> Problem statement
The required output is the lines of the listing from the beginning through the line containing "0 #93908e) drop-shadow(-1px", each copied exactly, without any pictures.

> Record excerpts
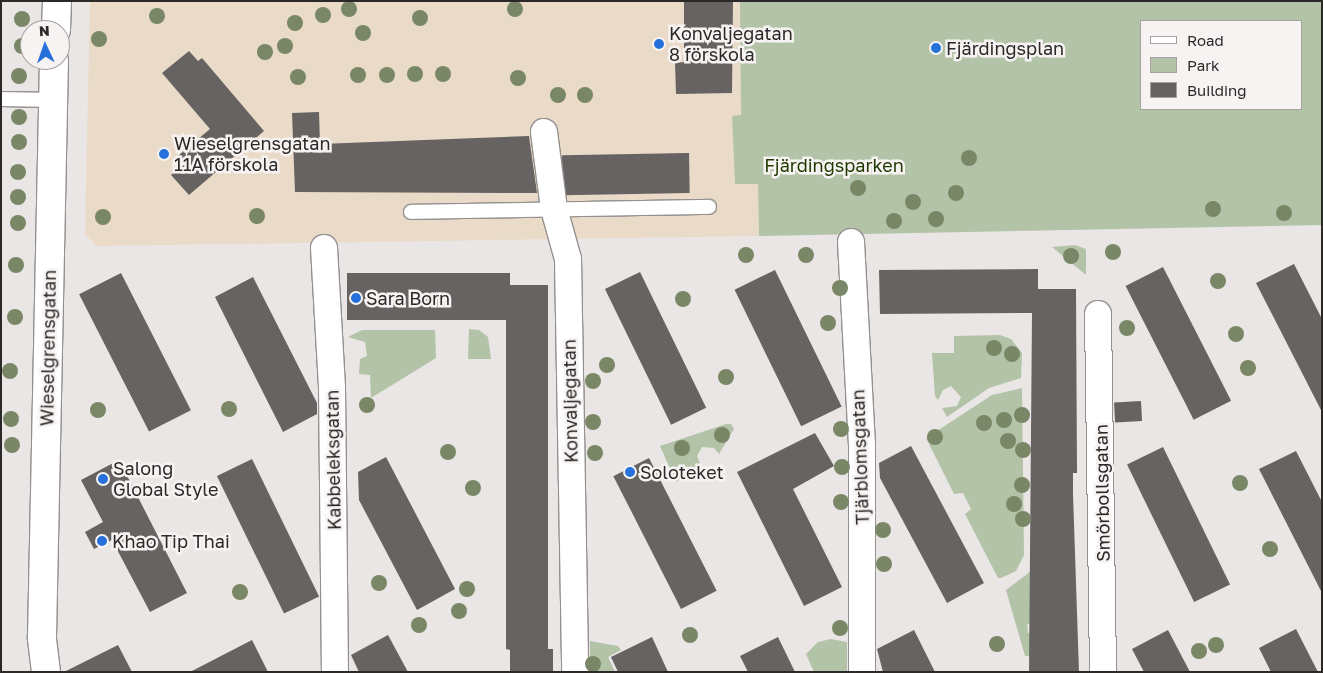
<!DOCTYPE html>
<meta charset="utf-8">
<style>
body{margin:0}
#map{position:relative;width:1323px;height:673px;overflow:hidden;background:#e9e6e5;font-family:"Golos Text",sans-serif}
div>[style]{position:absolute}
.education>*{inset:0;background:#eadac8}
.green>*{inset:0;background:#b3c3a8}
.building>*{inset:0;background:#666362;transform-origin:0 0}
.roads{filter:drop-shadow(1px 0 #93908e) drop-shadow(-1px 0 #93908e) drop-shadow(0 1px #93908e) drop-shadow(0 -1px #93908e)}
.service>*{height:14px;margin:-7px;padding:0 7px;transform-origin:7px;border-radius:7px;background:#fff}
.minor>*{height:26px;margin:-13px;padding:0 13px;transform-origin:13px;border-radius:13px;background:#fff}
.tertiary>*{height:28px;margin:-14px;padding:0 14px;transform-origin:14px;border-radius:14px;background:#fff}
.trees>*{width:16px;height:16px;margin:-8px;border-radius:50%;background:#798767}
.dots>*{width:14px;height:14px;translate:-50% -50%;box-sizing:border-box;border:2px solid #f7f3f2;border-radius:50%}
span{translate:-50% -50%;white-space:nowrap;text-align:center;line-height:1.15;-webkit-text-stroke:5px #f7f3f2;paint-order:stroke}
.poi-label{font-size:18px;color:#2a2928}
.left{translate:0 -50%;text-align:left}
.park-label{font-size:18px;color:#1e3900}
.street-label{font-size:18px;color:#2a2928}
.frame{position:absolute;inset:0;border:2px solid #2a2928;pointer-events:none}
.legend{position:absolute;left:1140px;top:20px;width:162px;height:90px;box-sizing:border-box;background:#f7f3f2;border:1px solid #a5a2a1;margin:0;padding:6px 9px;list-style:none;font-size:15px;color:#2a2928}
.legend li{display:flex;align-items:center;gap:10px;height:25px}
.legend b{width:25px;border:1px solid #a5a2a1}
.north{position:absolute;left:20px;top:20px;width:50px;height:50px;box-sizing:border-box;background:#f7f3f2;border:1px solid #a5a2a1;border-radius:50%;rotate:357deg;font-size:14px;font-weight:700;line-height:20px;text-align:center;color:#2a2928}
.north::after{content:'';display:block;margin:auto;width:18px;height:22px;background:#2670db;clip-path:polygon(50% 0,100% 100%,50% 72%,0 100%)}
</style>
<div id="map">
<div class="education">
<i style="clip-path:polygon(90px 1px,740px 1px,741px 116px,732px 116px,735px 184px,758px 184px,759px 236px,97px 246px,85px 234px)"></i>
</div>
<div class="green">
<i style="clip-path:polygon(evenodd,740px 1px,1322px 1px,1322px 225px,759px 236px,758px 184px,735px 184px,732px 116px,741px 115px,740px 1px,1142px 21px,1302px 21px,1302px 109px,1142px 109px,1142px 21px)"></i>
<i style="clip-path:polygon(1075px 245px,1086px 249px,1086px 275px,1052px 247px)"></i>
<i style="clip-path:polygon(469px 329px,479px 330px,488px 337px,491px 359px,468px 359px)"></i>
<i style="clip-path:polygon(362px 330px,435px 330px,436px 358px,371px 398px,370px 375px,359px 374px,360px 359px,367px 356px,365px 342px,348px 337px)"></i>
<i style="clip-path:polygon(1000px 335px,1011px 339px,1022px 353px,1021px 378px,989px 388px,947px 417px,942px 408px,957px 406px,961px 397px,951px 386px,943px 390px,938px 400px,935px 396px,932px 353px,954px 353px,954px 336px)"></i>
<i style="clip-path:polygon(1022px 388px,1024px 555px,1016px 571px,1001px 578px,998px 578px,965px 514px,971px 509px,963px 493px,954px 494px,926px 438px,992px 395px)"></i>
<i style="clip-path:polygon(726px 424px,731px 424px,734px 429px,719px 454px,714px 448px,702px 447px,697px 456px,701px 466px,676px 482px,660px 446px)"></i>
<i style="clip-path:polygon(1031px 571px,1031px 624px,1027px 624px,1028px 633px,1035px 633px,1035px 656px,1025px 656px,1006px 590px)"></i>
<i style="clip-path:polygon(831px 639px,847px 642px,847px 672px,814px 672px,806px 654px,818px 642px)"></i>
<i style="clip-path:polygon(590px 641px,618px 646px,621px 650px,608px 657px,615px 672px,590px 672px)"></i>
</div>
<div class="building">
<i style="clip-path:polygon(684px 1px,733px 1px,732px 93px,676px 94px,675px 63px,684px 62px)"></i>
<i style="clip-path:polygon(189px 51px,198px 61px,202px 58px,264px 131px,189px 195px,171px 175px,180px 167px,174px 159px,210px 129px,162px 73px)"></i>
<i style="clip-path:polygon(319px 112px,320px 144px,529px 136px,537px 193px,295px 192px,292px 113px)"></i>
<i style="left:689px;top:153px;width:40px;height:127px;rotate:89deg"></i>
<i style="clip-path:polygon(1294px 264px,1322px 319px,1322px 412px,1256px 283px)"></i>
<i style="left:1163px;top:267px;width:150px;height:42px;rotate:63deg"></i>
<i style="clip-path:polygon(1038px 269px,1038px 289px,1076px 289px,1077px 473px,1073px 473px,1073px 494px,1079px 672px,1029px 672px,1032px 313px,880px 314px,879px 270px)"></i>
<i style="left:775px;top:270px;width:152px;height:45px;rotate:64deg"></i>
<i style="left:640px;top:272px;width:151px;height:39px;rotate:64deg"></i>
<i style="left:121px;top:273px;width:154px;height:47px;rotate:63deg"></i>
<i style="clip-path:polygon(347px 273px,510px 273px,510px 285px,548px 285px,548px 649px,553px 649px,553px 672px,510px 672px,510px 650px,506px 649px,506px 320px,347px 320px)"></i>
<i style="clip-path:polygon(253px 277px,317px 403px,317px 414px,283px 432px,215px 297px)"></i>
<i style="left:1141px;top:401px;width:20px;height:27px;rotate:87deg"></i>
<i style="clip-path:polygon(815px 433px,834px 466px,793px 489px,842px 587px,804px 606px,737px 472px)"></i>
<i style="clip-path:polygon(911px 446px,984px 583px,947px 603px,880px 478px,879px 463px)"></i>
<i style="left:1163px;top:447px;width:153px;height:40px;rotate:64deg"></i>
<i style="clip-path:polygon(1296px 451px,1322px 502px,1322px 593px,1259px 469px)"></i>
<i style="clip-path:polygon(386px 457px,455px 589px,417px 610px,359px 500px,358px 472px)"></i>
<i style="left:649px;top:458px;width:149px;height:40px;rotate:63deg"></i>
<i style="left:252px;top:459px;width:153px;height:39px;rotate:64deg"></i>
<i style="clip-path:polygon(119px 460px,187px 593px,150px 612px,112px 540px,94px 549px,85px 532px,103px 522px,81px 480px)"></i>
<i style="clip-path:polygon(1296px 629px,1318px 672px,1271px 672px,1259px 648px)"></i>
<i style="clip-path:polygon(914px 630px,935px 672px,883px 672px,877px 649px)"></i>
<i style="clip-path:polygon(1168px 630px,1190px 672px,1144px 672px,1132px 649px)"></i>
<i style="clip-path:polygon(388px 635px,408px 672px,359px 672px,351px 655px)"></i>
<i style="clip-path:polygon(652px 637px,668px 672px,618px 672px,611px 657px)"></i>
<i style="clip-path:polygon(778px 637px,795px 672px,748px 672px,740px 656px)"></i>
<i style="clip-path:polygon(252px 640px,268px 672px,190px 672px)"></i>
<i style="clip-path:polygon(118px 645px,132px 672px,64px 672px)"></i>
</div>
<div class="roads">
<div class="service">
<i style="left:1px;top:99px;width:52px;rotate:1.1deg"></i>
<i style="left:411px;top:212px;width:298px;rotate:-1deg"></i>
</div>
<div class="minor">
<i style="left:544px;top:132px;width:78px;rotate:82.6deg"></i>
<i style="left:554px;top:209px;width:52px;rotate:74.4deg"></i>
<i style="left:568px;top:259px;width:413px;rotate:89deg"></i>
<i style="left:851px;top:242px;width:203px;rotate:86.9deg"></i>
<i style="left:862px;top:445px;width:227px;rotate:90deg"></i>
<i style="left:324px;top:248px;width:140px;rotate:86.7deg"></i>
<i style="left:332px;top:388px;width:284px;rotate:89.4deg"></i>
<i style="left:1098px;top:314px;width:358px;rotate:89.2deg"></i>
</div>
<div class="tertiary">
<i style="left:56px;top:30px;width:29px;rotate:-88deg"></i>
<i style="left:46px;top:672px;width:35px;rotate:-97deg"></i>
<i style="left:42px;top:637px;width:577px;rotate:-88.81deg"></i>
</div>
</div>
<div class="trees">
<i style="left:349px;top:9px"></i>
<i style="left:515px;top:9px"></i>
<i style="left:323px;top:15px"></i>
<i style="left:157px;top:16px"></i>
<i style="left:420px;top:18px"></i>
<i style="left:22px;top:19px"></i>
<i style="left:295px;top:23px"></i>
<i style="left:363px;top:33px"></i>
<i style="left:99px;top:39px"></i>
<i style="left:22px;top:46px"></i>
<i style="left:285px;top:46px"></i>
<i style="left:265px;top:52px"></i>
<i style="left:415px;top:74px"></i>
<i style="left:443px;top:74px"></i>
<i style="left:358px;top:75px"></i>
<i style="left:387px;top:75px"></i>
<i style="left:19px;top:76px"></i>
<i style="left:298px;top:77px"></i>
<i style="left:518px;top:78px"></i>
<i style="left:558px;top:95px"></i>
<i style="left:585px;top:95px"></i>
<i style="left:19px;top:117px"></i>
<i style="left:19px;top:142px"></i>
<i style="left:969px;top:158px"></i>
<i style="left:18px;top:172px"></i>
<i style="left:858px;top:188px"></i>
<i style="left:956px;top:193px"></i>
<i style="left:18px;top:197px"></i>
<i style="left:913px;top:202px"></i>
<i style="left:1213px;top:209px"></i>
<i style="left:1284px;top:213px"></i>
<i style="left:257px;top:216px"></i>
<i style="left:103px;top:217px"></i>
<i style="left:936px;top:219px"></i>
<i style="left:894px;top:221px"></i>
<i style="left:18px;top:223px"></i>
<i style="left:1113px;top:252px"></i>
<i style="left:746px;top:255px"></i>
<i style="left:806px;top:255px"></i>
<i style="left:1071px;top:256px"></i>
<i style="left:16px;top:265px"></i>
<i style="left:1218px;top:281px"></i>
<i style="left:840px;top:288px"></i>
<i style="left:683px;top:299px"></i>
<i style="left:15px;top:317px"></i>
<i style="left:828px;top:323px"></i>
<i style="left:1127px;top:328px"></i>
<i style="left:1236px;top:334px"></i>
<i style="left:994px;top:348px"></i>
<i style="left:1012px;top:354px"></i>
<i style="left:607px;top:365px"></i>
<i style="left:1248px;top:368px"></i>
<i style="left:10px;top:371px"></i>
<i style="left:726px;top:377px"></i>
<i style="left:593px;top:381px"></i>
<i style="left:367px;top:405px"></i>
<i style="left:229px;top:409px"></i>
<i style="left:98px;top:410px"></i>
<i style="left:1022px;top:415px"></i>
<i style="left:11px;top:419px"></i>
<i style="left:1004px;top:420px"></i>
<i style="left:593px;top:422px"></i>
<i style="left:984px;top:423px"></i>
<i style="left:841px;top:429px"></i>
<i style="left:722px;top:435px"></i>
<i style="left:935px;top:437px"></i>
<i style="left:1008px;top:441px"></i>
<i style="left:12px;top:445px"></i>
<i style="left:682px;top:448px"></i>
<i style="left:1023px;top:450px"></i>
<i style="left:448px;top:452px"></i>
<i style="left:595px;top:453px"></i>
<i style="left:842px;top:467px"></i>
<i style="left:1240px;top:483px"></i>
<i style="left:1022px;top:485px"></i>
<i style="left:473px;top:488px"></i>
<i style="left:841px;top:502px"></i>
<i style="left:1014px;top:504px"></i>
<i style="left:1023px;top:519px"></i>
<i style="left:883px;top:530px"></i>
<i style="left:1270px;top:549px"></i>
<i style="left:884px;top:564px"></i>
<i style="left:379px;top:583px"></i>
<i style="left:467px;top:589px"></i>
<i style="left:240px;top:592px"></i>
<i style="left:459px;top:611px"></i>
<i style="left:419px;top:625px"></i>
<i style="left:840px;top:628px"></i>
<i style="left:690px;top:635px"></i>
<i style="left:997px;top:644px"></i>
<i style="left:1216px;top:645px"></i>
<i style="left:1199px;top:651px"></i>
<i style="left:593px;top:664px"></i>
</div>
<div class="dots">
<i style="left:659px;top:44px;background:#2670db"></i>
<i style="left:936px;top:48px;background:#2670db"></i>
<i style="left:164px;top:154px;background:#2670db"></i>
<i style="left:356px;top:298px;background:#2670db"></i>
<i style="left:630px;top:472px;background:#2670db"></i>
<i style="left:103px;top:479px;background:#2670db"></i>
<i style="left:102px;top:541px;background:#2670db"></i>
</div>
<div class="poi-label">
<span class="left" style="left:669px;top:44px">Konvaljegatan<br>8 förskola</span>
<span class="left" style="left:946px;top:48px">Fjärdingsplan</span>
<span class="left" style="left:174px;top:154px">Wieselgrensgatan<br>11A förskola</span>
<span class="left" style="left:366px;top:298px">Sara Born</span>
<span class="left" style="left:113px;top:479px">Salong<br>Global Style</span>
<span class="left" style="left:640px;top:472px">Soloteket</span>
<span class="left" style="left:112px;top:541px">Khao Tip Thai</span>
</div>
<div class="park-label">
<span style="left:834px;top:165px">Fjärdingsparken</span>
</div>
<div class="street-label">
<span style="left:48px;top:348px;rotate:-89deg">Wieselgrensgatan</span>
<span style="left:570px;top:401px;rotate:-91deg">Konvaljegatan</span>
<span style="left:860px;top:457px;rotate:-92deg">Tjärblomsgatan</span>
<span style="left:333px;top:460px;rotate:-91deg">Kabbeleksgatan</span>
<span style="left:1102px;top:493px;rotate:-91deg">Smörbollsgatan</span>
</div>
<div class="frame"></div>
<ul class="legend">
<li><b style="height:6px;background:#fff"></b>Road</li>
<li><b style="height:14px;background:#b3c3a8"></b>Park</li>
<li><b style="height:14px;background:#666362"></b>Building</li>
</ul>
<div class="north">N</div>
</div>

> Written answer
<!DOCTYPE html>
<meta charset="utf-8">
<style>
body{margin:0}
#map{position:relative;width:1323px;height:673px;overflow:hidden;background:#e9e6e5;font-family:"Golos Text",sans-serif}
div>[style]{position:absolute}
.education>*{inset:0;background:#eadac8}
.green>*{inset:0;background:#b3c3a8}
.building>*{inset:0;background:#666362;transform-origin:0 0}
.roads{filter:drop-shadow(1px 0 #93908e) drop-shadow(-1px 0 #93908e) drop-shadow(0 1px #93908e) drop-shadow(0 -1px #93908e)}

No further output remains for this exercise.